Motion-prior Contrast Maximization for Dense Continuous-Time Motion Estimation
Friedhelm Hamann, Ziyun Wang, Ioannis Asmanis, Kenneth Chaney,, Guillermo Gallego, Kostas Daniilidis

TL;DR
This paper introduces a self-supervised method combining contrast maximization with a non-linear motion prior to improve dense continuous-time motion estimation and optical flow estimation using event camera data, achieving state-of-the-art results.
Contribution
It proposes a novel self-supervised loss and an efficient solution for high-dimensional assignment in event-based motion estimation, bridging the gap between synthetic training and real-world data.
Findings
29% improvement in zero-shot performance on EVIMO2 dataset
State-of-the-art results on DSEC optical flow benchmark
Effective dense continuous-time motion estimation with event cameras
Abstract
Current optical flow and point-tracking methods rely heavily on synthetic datasets.
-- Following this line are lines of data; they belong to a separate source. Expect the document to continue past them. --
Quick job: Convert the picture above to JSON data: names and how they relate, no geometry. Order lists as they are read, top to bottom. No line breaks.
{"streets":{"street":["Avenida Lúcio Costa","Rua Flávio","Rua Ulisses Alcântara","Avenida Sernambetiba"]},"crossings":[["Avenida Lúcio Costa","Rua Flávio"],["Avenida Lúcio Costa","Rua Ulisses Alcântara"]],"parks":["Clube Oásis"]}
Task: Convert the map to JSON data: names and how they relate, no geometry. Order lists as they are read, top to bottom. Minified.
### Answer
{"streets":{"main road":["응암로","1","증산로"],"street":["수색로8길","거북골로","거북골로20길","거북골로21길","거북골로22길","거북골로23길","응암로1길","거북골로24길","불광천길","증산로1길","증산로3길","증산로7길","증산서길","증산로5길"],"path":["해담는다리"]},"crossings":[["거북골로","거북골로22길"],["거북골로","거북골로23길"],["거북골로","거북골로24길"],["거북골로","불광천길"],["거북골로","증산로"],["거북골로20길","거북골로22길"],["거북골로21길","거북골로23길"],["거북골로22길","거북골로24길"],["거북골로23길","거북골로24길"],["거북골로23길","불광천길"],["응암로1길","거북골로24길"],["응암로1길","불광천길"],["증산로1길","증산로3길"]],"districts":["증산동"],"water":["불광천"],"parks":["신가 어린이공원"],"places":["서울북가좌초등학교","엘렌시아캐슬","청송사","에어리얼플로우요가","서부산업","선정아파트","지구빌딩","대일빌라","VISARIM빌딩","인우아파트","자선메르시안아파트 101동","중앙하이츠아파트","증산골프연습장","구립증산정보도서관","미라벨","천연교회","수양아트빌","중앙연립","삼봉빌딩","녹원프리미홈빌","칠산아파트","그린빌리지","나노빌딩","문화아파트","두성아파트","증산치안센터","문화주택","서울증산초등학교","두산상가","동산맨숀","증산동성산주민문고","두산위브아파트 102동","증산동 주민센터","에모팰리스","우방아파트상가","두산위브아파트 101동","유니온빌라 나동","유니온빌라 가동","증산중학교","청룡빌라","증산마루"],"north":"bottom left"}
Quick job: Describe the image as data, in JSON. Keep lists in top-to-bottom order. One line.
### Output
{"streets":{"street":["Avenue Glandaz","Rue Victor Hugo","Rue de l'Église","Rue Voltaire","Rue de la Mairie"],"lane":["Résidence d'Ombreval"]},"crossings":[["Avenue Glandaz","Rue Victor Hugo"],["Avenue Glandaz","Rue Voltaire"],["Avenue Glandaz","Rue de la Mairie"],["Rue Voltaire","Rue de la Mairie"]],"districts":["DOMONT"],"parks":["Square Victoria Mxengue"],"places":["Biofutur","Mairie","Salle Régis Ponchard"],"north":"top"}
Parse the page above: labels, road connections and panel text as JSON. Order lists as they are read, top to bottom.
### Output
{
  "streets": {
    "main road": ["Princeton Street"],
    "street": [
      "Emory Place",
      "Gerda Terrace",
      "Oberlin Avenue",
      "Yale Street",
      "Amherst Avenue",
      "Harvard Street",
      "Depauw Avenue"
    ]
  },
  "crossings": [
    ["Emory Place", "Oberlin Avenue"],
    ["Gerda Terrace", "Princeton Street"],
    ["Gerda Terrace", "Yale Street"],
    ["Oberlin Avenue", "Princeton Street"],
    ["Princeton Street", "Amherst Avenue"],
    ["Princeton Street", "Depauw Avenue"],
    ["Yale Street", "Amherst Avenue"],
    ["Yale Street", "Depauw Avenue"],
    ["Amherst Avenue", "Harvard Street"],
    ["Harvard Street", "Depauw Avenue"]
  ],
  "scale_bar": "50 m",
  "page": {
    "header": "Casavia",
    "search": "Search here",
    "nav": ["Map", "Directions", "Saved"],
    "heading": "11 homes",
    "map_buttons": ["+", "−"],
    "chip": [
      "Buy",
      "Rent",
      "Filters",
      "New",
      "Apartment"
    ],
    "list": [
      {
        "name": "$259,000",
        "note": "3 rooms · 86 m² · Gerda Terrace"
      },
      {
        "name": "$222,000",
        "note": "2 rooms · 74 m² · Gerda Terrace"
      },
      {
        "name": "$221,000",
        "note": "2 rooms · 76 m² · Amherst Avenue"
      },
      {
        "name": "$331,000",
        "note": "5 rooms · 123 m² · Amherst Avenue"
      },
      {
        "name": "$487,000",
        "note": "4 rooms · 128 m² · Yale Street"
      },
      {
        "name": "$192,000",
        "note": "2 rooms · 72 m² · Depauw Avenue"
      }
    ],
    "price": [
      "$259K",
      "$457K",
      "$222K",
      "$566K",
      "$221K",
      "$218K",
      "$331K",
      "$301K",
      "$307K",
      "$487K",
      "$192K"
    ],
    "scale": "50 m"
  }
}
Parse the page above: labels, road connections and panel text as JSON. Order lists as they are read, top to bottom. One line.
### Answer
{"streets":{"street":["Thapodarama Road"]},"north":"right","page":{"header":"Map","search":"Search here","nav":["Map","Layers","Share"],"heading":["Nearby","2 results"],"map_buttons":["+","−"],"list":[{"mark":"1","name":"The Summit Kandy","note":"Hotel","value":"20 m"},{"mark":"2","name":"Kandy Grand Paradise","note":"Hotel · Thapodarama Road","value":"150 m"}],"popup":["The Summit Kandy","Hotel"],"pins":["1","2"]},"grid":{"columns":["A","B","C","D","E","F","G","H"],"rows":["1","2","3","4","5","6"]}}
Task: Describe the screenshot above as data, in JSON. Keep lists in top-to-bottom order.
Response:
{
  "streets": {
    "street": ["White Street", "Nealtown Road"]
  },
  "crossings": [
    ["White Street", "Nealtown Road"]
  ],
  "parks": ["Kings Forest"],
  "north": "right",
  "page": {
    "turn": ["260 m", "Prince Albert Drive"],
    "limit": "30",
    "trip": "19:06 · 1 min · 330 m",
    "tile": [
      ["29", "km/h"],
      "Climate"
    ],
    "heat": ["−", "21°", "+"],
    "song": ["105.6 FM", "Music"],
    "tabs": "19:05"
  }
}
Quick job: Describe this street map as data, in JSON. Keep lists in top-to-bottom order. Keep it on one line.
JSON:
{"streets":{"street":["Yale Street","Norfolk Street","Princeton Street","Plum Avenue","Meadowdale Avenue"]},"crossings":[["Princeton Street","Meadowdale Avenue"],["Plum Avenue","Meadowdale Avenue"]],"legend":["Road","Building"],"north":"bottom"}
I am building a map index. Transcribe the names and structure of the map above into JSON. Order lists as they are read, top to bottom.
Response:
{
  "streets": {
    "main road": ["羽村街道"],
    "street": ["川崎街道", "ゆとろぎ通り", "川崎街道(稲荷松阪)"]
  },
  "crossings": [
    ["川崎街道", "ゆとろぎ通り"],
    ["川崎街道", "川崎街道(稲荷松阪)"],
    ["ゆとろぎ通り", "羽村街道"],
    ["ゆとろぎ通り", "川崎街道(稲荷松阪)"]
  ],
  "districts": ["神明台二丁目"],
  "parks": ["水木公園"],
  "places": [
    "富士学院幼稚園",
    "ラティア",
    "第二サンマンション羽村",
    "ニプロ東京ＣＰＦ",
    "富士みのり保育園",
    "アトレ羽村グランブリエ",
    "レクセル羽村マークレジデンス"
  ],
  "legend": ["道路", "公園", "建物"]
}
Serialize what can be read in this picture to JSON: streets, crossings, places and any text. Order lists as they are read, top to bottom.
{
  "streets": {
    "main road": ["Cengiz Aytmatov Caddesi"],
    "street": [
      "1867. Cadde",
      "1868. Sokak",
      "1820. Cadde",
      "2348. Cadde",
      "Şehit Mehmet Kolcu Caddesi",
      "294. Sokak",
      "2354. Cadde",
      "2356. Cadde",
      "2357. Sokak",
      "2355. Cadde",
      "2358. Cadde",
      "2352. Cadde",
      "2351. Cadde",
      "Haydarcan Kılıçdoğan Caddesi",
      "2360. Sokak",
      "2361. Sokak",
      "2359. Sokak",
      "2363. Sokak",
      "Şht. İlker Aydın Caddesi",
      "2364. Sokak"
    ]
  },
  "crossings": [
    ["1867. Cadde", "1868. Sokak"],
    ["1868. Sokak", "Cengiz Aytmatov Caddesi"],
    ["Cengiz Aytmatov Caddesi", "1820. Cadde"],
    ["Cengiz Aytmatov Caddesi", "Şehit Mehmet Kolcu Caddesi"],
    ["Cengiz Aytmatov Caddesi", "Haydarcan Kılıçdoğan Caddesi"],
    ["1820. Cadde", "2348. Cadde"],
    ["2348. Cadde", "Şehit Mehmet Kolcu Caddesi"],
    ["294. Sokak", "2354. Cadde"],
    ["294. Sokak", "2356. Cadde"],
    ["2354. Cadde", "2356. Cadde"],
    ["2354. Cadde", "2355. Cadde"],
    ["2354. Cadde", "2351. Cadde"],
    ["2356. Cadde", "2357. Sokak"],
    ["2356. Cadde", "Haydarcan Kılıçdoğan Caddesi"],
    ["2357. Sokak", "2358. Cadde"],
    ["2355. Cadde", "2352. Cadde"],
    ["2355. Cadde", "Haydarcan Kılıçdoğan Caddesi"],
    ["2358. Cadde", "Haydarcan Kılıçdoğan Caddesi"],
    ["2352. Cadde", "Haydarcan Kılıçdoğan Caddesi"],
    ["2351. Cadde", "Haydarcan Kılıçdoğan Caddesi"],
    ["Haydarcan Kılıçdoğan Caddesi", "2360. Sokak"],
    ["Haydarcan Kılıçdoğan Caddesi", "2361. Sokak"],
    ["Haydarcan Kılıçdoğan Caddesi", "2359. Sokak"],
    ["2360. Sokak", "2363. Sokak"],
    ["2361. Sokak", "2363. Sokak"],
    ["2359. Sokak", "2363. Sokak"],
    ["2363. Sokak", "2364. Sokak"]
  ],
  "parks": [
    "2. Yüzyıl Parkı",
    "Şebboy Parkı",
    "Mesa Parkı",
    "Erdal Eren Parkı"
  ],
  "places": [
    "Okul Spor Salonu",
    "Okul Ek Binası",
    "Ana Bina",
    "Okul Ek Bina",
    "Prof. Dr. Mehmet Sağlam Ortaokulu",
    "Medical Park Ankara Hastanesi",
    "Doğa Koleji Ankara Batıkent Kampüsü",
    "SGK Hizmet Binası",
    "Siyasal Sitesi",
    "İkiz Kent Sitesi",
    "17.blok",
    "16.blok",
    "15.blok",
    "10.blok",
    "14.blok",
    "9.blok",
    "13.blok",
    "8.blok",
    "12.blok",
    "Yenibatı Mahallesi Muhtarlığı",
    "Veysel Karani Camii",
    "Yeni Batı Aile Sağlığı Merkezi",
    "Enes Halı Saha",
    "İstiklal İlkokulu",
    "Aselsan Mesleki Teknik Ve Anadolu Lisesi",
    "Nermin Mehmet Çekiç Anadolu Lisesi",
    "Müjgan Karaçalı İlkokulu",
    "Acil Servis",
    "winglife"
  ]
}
Event cameras are novel vision sensors with advantages in challenging visual conditions, but state-of-the-art frame-based methods cannot be easily adapted to event data due to the limitations of current event simulators. We introduce a novel self-supervised loss combining the Contrast Maximization framework with a non-linear motion prior in the form of pixel-level trajectories and propose an efficient solution to solve the high-dimensional assignment problem between non-linear trajectories and events. Their effectiveness is demonstrated in two scenarios: In dense continuous-time motion estimation, our method improves the zero-shot performance of a synthetically trained model on the real-world dataset EVIMO2 by 29%. In optical flow estimation, our method elevates a simple UNet to achieve state-of-the-art…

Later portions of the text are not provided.